Bulls and Bears
'Betwixt hope and fear' - A bull or a Bear?
We often talk about the Bulls and the Bears, but have you ever wondered where the terms come from? Many credit Thomas Mortimer for first mentioning the terms in print in his 1761 book; Every Man His Own Broker, or, A Guide to Exchange Alley.
Exchange Alley was London's equivalent to Wall Street. Mortimer believed that he could identify Bulls and Bears by sight;
“[A Bear] is easily distinguished from the Bull, who is sulky and heavy, and sits in some corner with a melancholy posture: whereas the Bear, with meager, haggard looks, and a voracious fierceness in his countenance, is continually on the watch, seizes on all who enter the Alley, and by his terrific weapons of groundless fears -- and false rumors -- frightens all around him out of property he wants to buy; and is as much a monster in nature, as his brother brute in the woods.”
Mortimer used "bull" and "bear" in more specific connotations than we use today, rather than just being somebody who bought stocks in the belief that the market would go up, a Bull was somebody who used massive leverage to buy stocks with no money at all with the belief that he could sell them at a profit before payment became due.
In Mortimer's words;
“a man who in March buys in the Alley 40,000 pounds in May, and at the same time is not worth ten pounds in the world ... is a Bull, till such time as he can discharge himself of his heavy burden by selling it to another person, and so adjusting his account, which, if the whole house be Bulls, he will be obliged to do at a considerable loss; and in the interim (while he is betwixt hope and fear, and is watching every opportunity to ease himself of his load on advantageous terms, and when the fatal day is approaching that he must sell, let the price be what it will) he goes lowering up and down the Stock Exchange, and from office to office; and if he is asked a civil question, he answers with a surly look, and by his dejected, gloomy aspect and moroseness, he not badly represents the animal he is named after.”

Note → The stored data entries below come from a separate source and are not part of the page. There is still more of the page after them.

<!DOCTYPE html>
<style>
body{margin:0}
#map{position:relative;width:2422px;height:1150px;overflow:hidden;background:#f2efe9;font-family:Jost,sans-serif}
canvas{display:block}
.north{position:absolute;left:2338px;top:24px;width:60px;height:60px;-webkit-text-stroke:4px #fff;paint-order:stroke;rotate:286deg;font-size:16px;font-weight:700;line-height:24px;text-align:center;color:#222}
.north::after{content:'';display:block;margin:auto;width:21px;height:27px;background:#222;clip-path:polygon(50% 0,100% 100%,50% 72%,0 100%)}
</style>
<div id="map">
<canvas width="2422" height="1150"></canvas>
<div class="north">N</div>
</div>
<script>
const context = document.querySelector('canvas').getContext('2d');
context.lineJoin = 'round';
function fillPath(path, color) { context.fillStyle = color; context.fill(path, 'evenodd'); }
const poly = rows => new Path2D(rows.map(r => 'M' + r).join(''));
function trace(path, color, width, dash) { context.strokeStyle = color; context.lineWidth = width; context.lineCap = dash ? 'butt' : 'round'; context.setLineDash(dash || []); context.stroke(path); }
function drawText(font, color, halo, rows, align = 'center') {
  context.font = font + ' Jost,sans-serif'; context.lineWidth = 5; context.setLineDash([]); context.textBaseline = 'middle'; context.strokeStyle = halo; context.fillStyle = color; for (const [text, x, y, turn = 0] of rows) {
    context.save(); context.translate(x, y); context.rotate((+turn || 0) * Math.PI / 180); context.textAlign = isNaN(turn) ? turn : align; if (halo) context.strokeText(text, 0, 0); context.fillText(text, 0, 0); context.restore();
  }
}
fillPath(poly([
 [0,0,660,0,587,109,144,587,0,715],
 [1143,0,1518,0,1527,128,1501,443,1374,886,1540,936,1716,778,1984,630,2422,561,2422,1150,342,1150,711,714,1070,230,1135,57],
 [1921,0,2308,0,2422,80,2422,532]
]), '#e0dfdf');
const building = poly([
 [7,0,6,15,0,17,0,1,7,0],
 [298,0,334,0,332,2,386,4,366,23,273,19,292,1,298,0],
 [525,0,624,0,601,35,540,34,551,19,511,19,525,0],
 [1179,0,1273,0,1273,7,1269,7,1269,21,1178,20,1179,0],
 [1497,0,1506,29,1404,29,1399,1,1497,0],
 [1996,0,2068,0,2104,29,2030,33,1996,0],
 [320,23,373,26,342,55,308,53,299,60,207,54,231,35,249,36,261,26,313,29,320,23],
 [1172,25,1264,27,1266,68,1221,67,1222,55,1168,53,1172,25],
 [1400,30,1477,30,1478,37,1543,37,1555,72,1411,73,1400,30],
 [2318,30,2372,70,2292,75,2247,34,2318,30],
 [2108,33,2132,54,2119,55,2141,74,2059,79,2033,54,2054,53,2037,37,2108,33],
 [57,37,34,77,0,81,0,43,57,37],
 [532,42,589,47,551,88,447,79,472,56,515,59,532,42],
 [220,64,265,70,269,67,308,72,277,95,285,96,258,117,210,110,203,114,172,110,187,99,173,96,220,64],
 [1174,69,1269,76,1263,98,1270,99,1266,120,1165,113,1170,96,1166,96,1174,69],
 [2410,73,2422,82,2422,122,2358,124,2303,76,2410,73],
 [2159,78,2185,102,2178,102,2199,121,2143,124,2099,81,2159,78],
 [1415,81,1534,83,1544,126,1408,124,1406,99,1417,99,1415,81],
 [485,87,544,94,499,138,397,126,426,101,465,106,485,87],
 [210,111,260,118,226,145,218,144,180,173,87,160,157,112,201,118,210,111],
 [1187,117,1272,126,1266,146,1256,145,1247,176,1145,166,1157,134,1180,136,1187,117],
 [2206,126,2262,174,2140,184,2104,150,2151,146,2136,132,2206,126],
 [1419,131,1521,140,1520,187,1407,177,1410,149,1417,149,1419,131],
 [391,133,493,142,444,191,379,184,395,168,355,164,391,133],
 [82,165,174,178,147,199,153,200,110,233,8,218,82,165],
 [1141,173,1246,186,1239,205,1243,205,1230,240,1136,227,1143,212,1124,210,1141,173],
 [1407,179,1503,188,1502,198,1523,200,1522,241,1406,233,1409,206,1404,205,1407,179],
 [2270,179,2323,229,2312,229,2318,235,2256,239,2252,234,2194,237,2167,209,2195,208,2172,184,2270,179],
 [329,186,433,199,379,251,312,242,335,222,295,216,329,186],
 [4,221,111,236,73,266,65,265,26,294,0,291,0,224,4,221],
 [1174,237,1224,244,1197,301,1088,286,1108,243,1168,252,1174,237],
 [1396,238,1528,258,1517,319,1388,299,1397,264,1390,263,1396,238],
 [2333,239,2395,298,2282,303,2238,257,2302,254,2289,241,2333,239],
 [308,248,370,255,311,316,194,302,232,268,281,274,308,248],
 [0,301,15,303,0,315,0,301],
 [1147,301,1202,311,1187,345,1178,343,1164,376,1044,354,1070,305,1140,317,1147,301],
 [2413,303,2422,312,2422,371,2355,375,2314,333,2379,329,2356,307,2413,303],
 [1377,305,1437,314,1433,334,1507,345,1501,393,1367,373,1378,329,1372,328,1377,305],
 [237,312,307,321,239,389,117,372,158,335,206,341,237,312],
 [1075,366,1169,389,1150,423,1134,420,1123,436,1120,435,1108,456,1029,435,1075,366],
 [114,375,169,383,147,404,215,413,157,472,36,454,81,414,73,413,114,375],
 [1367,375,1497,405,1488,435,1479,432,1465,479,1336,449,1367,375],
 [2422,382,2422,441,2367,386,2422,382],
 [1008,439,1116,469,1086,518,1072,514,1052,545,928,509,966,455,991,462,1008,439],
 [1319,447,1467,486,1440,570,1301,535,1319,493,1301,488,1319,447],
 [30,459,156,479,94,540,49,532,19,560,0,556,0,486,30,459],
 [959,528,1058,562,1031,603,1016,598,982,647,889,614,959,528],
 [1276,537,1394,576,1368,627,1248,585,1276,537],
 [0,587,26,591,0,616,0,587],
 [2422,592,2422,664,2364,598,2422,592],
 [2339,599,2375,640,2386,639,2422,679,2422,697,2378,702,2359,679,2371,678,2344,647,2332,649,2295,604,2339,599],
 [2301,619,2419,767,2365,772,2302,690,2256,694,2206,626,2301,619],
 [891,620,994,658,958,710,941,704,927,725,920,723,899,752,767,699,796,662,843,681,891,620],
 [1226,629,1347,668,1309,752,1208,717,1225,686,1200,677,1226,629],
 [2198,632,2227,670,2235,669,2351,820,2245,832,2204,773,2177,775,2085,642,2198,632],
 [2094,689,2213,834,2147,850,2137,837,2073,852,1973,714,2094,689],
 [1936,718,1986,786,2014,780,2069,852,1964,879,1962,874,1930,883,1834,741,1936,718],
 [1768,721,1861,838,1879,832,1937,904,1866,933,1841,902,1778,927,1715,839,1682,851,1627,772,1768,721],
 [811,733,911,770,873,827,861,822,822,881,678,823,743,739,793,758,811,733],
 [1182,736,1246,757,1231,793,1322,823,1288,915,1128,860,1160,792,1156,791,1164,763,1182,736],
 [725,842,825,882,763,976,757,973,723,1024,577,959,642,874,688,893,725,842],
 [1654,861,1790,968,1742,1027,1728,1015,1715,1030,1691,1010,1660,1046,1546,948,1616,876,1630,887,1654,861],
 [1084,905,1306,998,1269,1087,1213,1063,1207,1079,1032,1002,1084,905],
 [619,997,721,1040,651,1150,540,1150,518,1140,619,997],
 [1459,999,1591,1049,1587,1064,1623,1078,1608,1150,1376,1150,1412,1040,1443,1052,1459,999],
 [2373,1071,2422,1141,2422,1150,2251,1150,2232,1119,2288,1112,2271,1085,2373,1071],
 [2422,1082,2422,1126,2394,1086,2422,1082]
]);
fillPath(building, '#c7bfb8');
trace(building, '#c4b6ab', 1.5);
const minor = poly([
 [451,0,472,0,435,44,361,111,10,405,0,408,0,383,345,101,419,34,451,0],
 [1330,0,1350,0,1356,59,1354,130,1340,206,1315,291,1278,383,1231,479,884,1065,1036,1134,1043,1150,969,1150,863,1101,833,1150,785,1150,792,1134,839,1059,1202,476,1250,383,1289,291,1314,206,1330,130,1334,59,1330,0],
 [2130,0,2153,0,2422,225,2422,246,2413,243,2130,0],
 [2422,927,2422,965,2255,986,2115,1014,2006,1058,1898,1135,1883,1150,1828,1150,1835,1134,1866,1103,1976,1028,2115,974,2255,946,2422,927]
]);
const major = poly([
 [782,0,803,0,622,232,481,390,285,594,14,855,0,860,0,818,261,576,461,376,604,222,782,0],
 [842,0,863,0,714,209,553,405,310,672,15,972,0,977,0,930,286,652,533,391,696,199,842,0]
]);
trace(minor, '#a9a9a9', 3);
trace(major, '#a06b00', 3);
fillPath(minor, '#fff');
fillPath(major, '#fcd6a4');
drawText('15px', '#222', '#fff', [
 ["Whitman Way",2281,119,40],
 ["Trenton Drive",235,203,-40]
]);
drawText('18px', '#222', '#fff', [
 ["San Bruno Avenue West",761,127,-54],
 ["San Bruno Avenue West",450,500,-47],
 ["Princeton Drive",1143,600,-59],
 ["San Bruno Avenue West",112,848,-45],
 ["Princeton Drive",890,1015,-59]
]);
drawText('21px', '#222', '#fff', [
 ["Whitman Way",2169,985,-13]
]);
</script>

What of the other side of the coin? In the 18th Century a bear was pessimistic about the market to the point of being a short-seller:
“a person who has agreed to sell any quantity of the public funds more than he is possessed of, and often without being possessed of any at all, which, nevertheless, he is obliged to deliver against a certain time: before this time arrives, he is continually going up and down seeking whom, or ... whose property he can devour; you will find him in a continual hurry; always with alarm, surprise, and eagerness painted on his countenance; greedily swallowing the least report of bad news; rejoicing in mischief, or any misfortune that may bring about the wished-for change of falling the stocks, that he may buy in low, and so settle his accounts to advantage.”
So what have we learnt from this? It appears that the use of massive amounts of leverage is nothing new and that nothing has really changed over time. It also reinforces the paradigm that identifying the psychological difference between the two will greatly affect your returns. For example, it is unwise to be a bull in a bear market, because prices will be falling while you're hoping they will rise and the value of your portfolio will fall. Beware - never turn your back on a bull market or a bear market, or the adage goes, the trend is your friend.
Additionally, it details the important aspect that there are in fact two sides to the stock market - and up and a down - and that it is possible to profit in both markets.